Black has rented out the property for use as a film location, with all collected fees donated to the Victoria Hospice Society in his wife's honor. In 2017, the house was used as a location in the fourth film in the Gourmet Detective series. In 2018, the house was a film location for the Hallmark Channel original film "Once upon a Prince."

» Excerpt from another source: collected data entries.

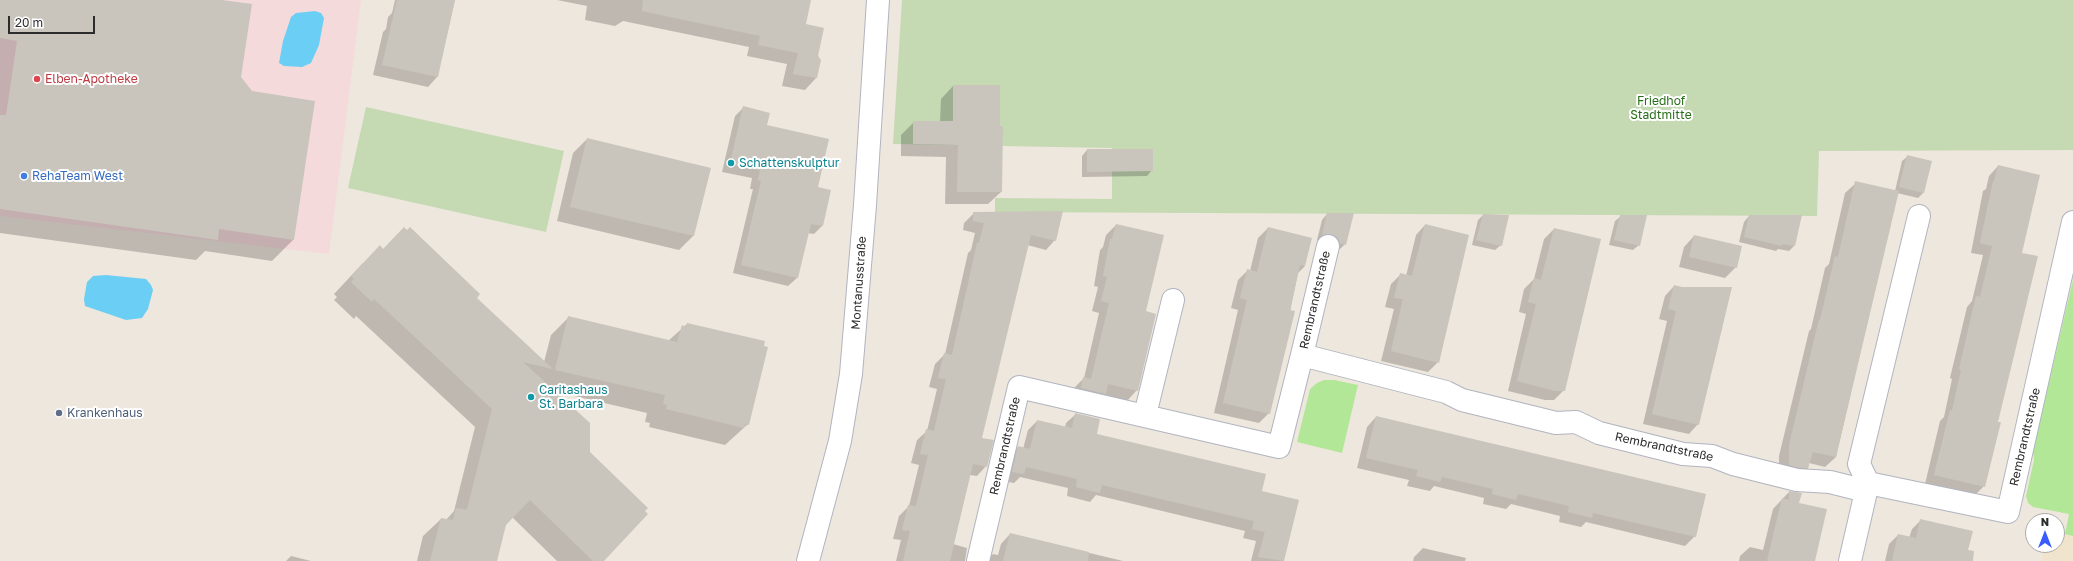 <!DOCTYPE html>
<html>
<head>
<meta charset="utf-8">
<style>
  body { margin:0 }
  #map { position:relative; width:2073px; height:561px; overflow:hidden; background:#eee7dd; font-family:"Golos Text",sans-serif }
  canvas { display:block }
  .north { position:absolute; left:2025px; top:513px; width:40px; height:40px; box-sizing:border-box; background:#fff; border:1px solid #ababab; border-radius:50%; rotate:0deg; font-size:11px; font-weight:700; line-height:16px; text-align:center; color:#2c2c2c }
  .north::after { content:''; display:block; margin:auto; width:14px; height:18px; background:#395bff; clip-path:polygon(50% 0,100% 100%,50% 72%,0 100%) }
  .scale { position:absolute; left:8px; top:16px; width:87px; height:18px; box-sizing:border-box; border:2px solid #2c2c2c; border-top:0; padding-left:5px; font-size:12px; line-height:14px; white-space:nowrap; color:#2c2c2c; -webkit-text-stroke:3px #fff; paint-order:stroke }
</style>
</head>
<body>
<div id="map">
<canvas width="2073" height="561"></canvas>
<div class="north">N</div>
<div class="scale">20 m</div>
</div>
<script>
const c = document.querySelector('canvas').getContext('2d');
c.lineJoin = 'round';
function fill(path, color) {
  c.fillStyle = color;
  c.fill(path, 'evenodd');
}
function toPath(rows) {
  const path = new Path2D();
  for (const r of rows) {
    path.moveTo(r[0], r[1]);
    for (let i = 2; i < r.length; i += 2) path.lineTo(r[i], r[i + 1]);
  }
  return path;
}
function strokePath(path, color, width, dash) {
  c.strokeStyle = color;
  c.lineWidth = width;
  c.lineCap = dash ? 'butt' : 'round';
  c.setLineDash(dash || []);
  c.stroke(path);
}
function drawText(font, color, halo, rows, align = 'center') {
  c.font = font + ' "Golos Text",sans-serif';
  c.lineWidth = 4;
  c.setLineDash([]);
  c.textBaseline = 'middle';
  c.strokeStyle = halo;
  c.fillStyle = color;
  for (const [text, x, y, turn = 0] of rows) {
    c.save();
    c.translate(x, y);
    c.rotate((+turn || 0) * Math.PI / 180);
    c.textAlign = isNaN(turn) ? turn : align;
    if (halo) c.strokeText(text, 0, 0);
    c.fillText(text, 0, 0);
    c.restore();
  }
}
const education = toPath([
  [2057,529,2073,533,2073,561,2041,561,2045,545,2057,545]
]);
const medical = toPath([
  [0,0,361,0,329,254,0,216]
]);
const green = toPath([
  [2073,280,2073,536,2065,534,2069,514,2033,507,2028,503,2026,496,2034,460,2033,451],
  [1324,380,1334,380,1358,385,1342,453,1297,442,1310,389,1317,383]
]);
const cemetery = toPath([
  [902,0,2073,0,2073,150,1819,151,1817,216,995,212,995,198,1112,199,1112,148,893,144],
  [366,107,564,151,546,232,348,188]
]);
const water = toPath([
  [315,11,321,13,324,18,319,45,311,63,302,67,284,66,279,63,283,41,291,17,296,13],
  [106,275,146,279,151,285,153,290,148,309,142,318,126,320,85,306,84,299,87,282,93,276]
]);
const shadow = toPath([
  [0,0,215,0,294,239,272,261,205,251,196,260,0,233],
  [395,0,455,0,437,77,428,87,373,75,383,32,386,29,388,17,392,13],
  [557,0,810,0,805,25,820,60,816,78,805,90,782,86,787,64,747,56,749,47,623,21,615,26,585,20,587,6],
  [953,86,1001,192,988,204,945,204,946,157,901,156,901,135,914,122,940,122,941,99],
  [744,107,765,126,817,188,822,226,814,234,807,233,797,278,788,286,733,273,753,189,750,189,752,178,722,172,735,116],
  [587,139,709,169,693,236,679,250,557,221,573,153],
  [1087,150,1152,170,1147,176,1082,177,1082,156],
  [1908,156,1923,193,1918,198,1897,193,1836,457,1825,467,1809,463,1808,468,1797,478,1779,475,1779,456,1809,331,1811,329,1825,268,1829,264,1845,193,1856,183,1895,191,1902,161],
  [1998,166,1997,422,1984,486,1974,496,1925,484,1940,421,1944,417,1952,379,1950,378,1967,307,1972,301,1983,255,1971,253,1983,191,1986,189,1989,176],
  [974,213,1055,240,1046,250,1027,245,981,438,986,466,977,476,970,475,953,544,967,548,965,561,896,561,901,540,893,539,899,516,909,506,919,465,911,463,917,440,927,431,937,389,929,387,935,364,945,354,968,253,971,250,975,233,963,230,964,223],
  [1327,214,1345,244,1340,249,1335,248,1326,239,1317,240,1322,220],
  [1483,215,1501,245,1495,250,1472,245,1478,220],
  [1621,216,1639,245,1633,250,1609,245,1615,221],
  [1749,216,1801,216,1794,246,1789,251,1778,249,1776,251,1739,242,1744,222],
  [1116,225,1144,312,1137,390,1127,401,1104,395,1095,404,1073,389,1084,378,1099,313,1092,311,1098,287,1094,286,1100,250,1103,247,1106,235],
  [1425,225,1438,362,1428,372,1381,361,1394,309,1385,307,1391,284,1400,275,1406,276,1416,235],
  [1268,228,1305,266,1298,273,1269,413,1259,423,1214,413,1238,310,1231,308,1238,280,1248,270,1250,271,1258,238],
  [1554,229,1564,390,1554,400,1545,400,1508,391,1526,314,1519,312,1524,289,1534,279,1544,239],
  [1694,236,1736,267,1725,278,1679,267,1684,247],
  [383,250,476,298,544,362,551,335,569,317,668,341,687,324,748,424,725,445,649,427,650,423,645,422,647,413,553,391,589,452,602,561,557,561,512,517,505,524,496,561,417,561,423,536,441,519,446,520,454,511,475,427,356,316,354,319,334,300,337,297,334,294,362,264],
  [1674,286,1698,424,1689,434,1643,424,1667,321,1659,319,1665,296],
  [1076,414,1095,434,1261,492,1298,500,1283,561,1251,561,1256,541,1243,538,1245,531,1096,495,1090,502,1067,496,1068,488,1020,477,1014,483,1003,481,1009,457,1018,447,1023,449,1028,430,1037,421,1065,428,1066,423],
  [1376,417,1695,536,1685,546,1586,522,1581,527,1559,522,1560,516,1511,504,1506,509,1483,504,1484,498,1434,486,1430,491,1407,486,1409,480,1357,468,1367,427],
  [1789,492,1798,503,1814,561,1739,561,1740,556,1750,547,1763,550,1773,509],
  [1921,520,1964,561,1885,561,1889,544,1898,535,1909,538,1912,529],
  [1010,534,1123,561,986,561,993,554,998,555,1001,544],
  [1423,548,1466,558,1465,561,1413,561,1414,557],
  [291,556,311,561,286,561]
]);
const building = toPath([
  [0,0,222,0,252,4,241,77,252,91,315,101,294,240,219,229,218,240,0,209,0,115,6,115,17,41,0,38],
  [397,0,455,0,438,77,382,65],
  [643,0,811,0,806,24,824,28,818,56,821,60,817,78,793,74,798,53,758,45,760,36,642,11],
  [953,85,1000,85,1000,126,1003,126,1002,192,957,192,958,145,913,144,913,121,953,121],
  [743,106,770,113,767,125,829,139,818,187,831,190,823,226,811,224,798,278,741,265,761,181,758,180,760,170,730,164],
  [587,138,711,168,694,236,570,207],
  [1087,149,1153,149,1153,171,1087,172],
  [1907,155,1932,161,1924,193,1899,187],
  [1998,165,2040,175,2022,253,2038,256,1998,422,2001,422,1985,487,1934,475,1950,410,1952,411,1961,370,1959,369,1976,296,1980,297,1992,246,1980,243,1993,181,1994,181],
  [1855,181,1899,191,1836,457,1813,452,1808,468,1799,468,1789,465,1789,445,1819,319,1820,320,1835,256,1838,257],
  [1063,211,1056,241,1031,235,982,438,994,440,987,467,973,464,950,561,903,561,910,531,902,530,908,505,916,506,928,455,920,454,926,429,934,431,946,379,938,378,944,353,952,355,977,243,979,243,984,223,973,221,973,212],
  [1327,213,1354,213,1346,245,1340,243,1337,237,1331,234,1322,236],
  [1483,214,1509,215,1502,246,1476,240],
  [1620,215,1647,215,1640,246,1614,240],
  [1749,215,1802,215,1795,246,1782,244,1782,246,1744,237],
  [1116,224,1164,235,1146,311,1156,314,1138,391,1108,384,1106,394,1081,388,1083,377,1091,379,1109,303,1101,301,1107,277,1103,276,1110,239,1112,239],
  [1425,224,1469,235,1439,363,1391,351,1403,299,1394,298,1400,273,1412,276],
  [404,227,407,230,410,227,480,294,477,298,553,369,523,362,590,423,590,452,648,508,645,511,648,514,604,561,593,561,530,500,506,525,497,561,430,561,441,518,453,520,456,508,467,510,492,409,387,311,374,299,372,302,351,282,354,279,351,276,380,245,383,249],
  [1268,227,1312,238,1305,266,1300,265,1290,310,1295,311,1270,414,1223,403,1247,300,1240,298,1247,269,1257,272],
  [1554,228,1601,239,1565,391,1555,391,1517,381,1536,304,1528,302,1534,278,1541,280],
  [1694,235,1742,246,1737,268,1689,257],
  [1674,285,1682,287,1732,287,1699,425,1652,414,1676,311,1668,309],
  [568,316,677,342,682,325,686,327,687,323,765,341,764,346,768,347,749,425,745,424,744,428,666,409,667,405,663,404,665,395,555,370],
  [1075,413,1100,419,1097,434,1266,474,1262,491,1299,500,1284,561,1258,557,1265,532,1252,529,1254,521,1102,485,1100,493,1076,487,1077,479,1026,467,1024,474,1012,472,1018,446,1030,449,1037,420,1072,428],
  [1376,416,1706,494,1696,537,1593,513,1592,518,1568,512,1569,506,1518,494,1516,500,1492,494,1493,489,1442,477,1440,482,1416,476,1418,470,1366,458],
  [1789,491,1802,493,1799,503,1827,509,1815,561,1767,561,1782,498,1789,500],
  [1920,519,1973,531,1968,550,1974,551,1973,561,1892,561,1898,534,1916,538],
  [1010,533,1089,552,1088,561,1003,561]
]);
const minor = toPath([
  [1302,355,1328,246],
  [1145,415,1173,300],
  [1868,483,2008,512,2073,222],
  [808,561,840,441,851,374,865,205,878,0],
  [978,561,1019,387,1279,447,1302,355,1446,392,1462,400,1556,423,1576,422,1599,433,1683,454,1712,456,1733,464,1797,480,1830,482,1866,491],
  [1850,561,1868,483,1859,464,1919,216]
]);
const markers = [
  [37,79,4,"#e0444e"],
  [731,163,4,"#0f9aa8"],
  [24,176,4,"#3f7fe0"],
  [531,397,4,"#0f9aa8"],
  [59,413,4,"#5c6f8a"]
];
const healthNames = [
  ["Elben-Apotheke",45,79]
];
const parkNames = [
  ["Friedhof",1661,101],
  ["Stadtmitte",1661,115]
];
const cultureNames = [
  ["Schattenskulptur",739,163],
  ["Caritashaus",539,390],
  ["St. Barbara",539,404]
];
const shopNames = [
  ["RehaTeam West",32,176]
];
const streetNames = [
  ["Montanusstraße",859,283,-86],
  ["Rembrandtstraße",1315,300,-77],
  ["Rembrandtstraße",2025,437,-77],
  ["Rembrandtstraße",1005,446,-77],
  ["Rembrandtstraße",1664,447,12]
];
const serviceNames = [
  ["Krankenhaus",67,413]
];
fill(education, '#f0e5cc');
fill(medical, '#f5dadb');
fill(green, '#b1e797');
fill(cemetery, '#c5d9b3');
fill(water, '#6bcef5');
fill(shadow, '#0003');
fill(building, '#c9c5bc');
strokePath(minor, '#b1b4c0', 24);
strokePath(minor, '#fff', 22);
for (const [x, y, r, color] of markers) {
  const dot = new Path2D();
  dot.arc(x, y, r, 0, 2 * Math.PI);
  c.fillStyle = color;
  c.fill(dot);
  strokePath(dot, '#fff', 1.5);
}
drawText('12px', '#be3a42', '#fff', healthNames, 'left');
drawText('12px', '#276e17', '#fff', parkNames);
drawText('12px', '#0d838f', '#fff', cultureNames, 'left');
drawText('12px', '#366cbe', '#fff', shopNames, 'left');
drawText('12px', '#2c2c2c', '#fff', streetNames);
drawText('12px', '#4e5e75', '#fff', serviceNames, 'left');
</script>
</body>
</html>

=== University of Victoria ===
Black is a long-time supporter of the University of Victoria. He served as the first board chair of the Peter B. Gustavson School of Business from 1991 to 1996. Since 2008, the annual Black Press Business Scholarship has awarded $5,000 to up to 37 students from across British Columbia entering the University of Victoria's Bachelor of Commerce program.

UVic's business school named Black "Distinguished Entrepreneur of the Year" in 2007. The university also awarded Black an honorary degree in 2014.

In 2019, the University of Victoria honored Black by naming the Black Ink Classroom in the David Strong Building lecture hall in his honor.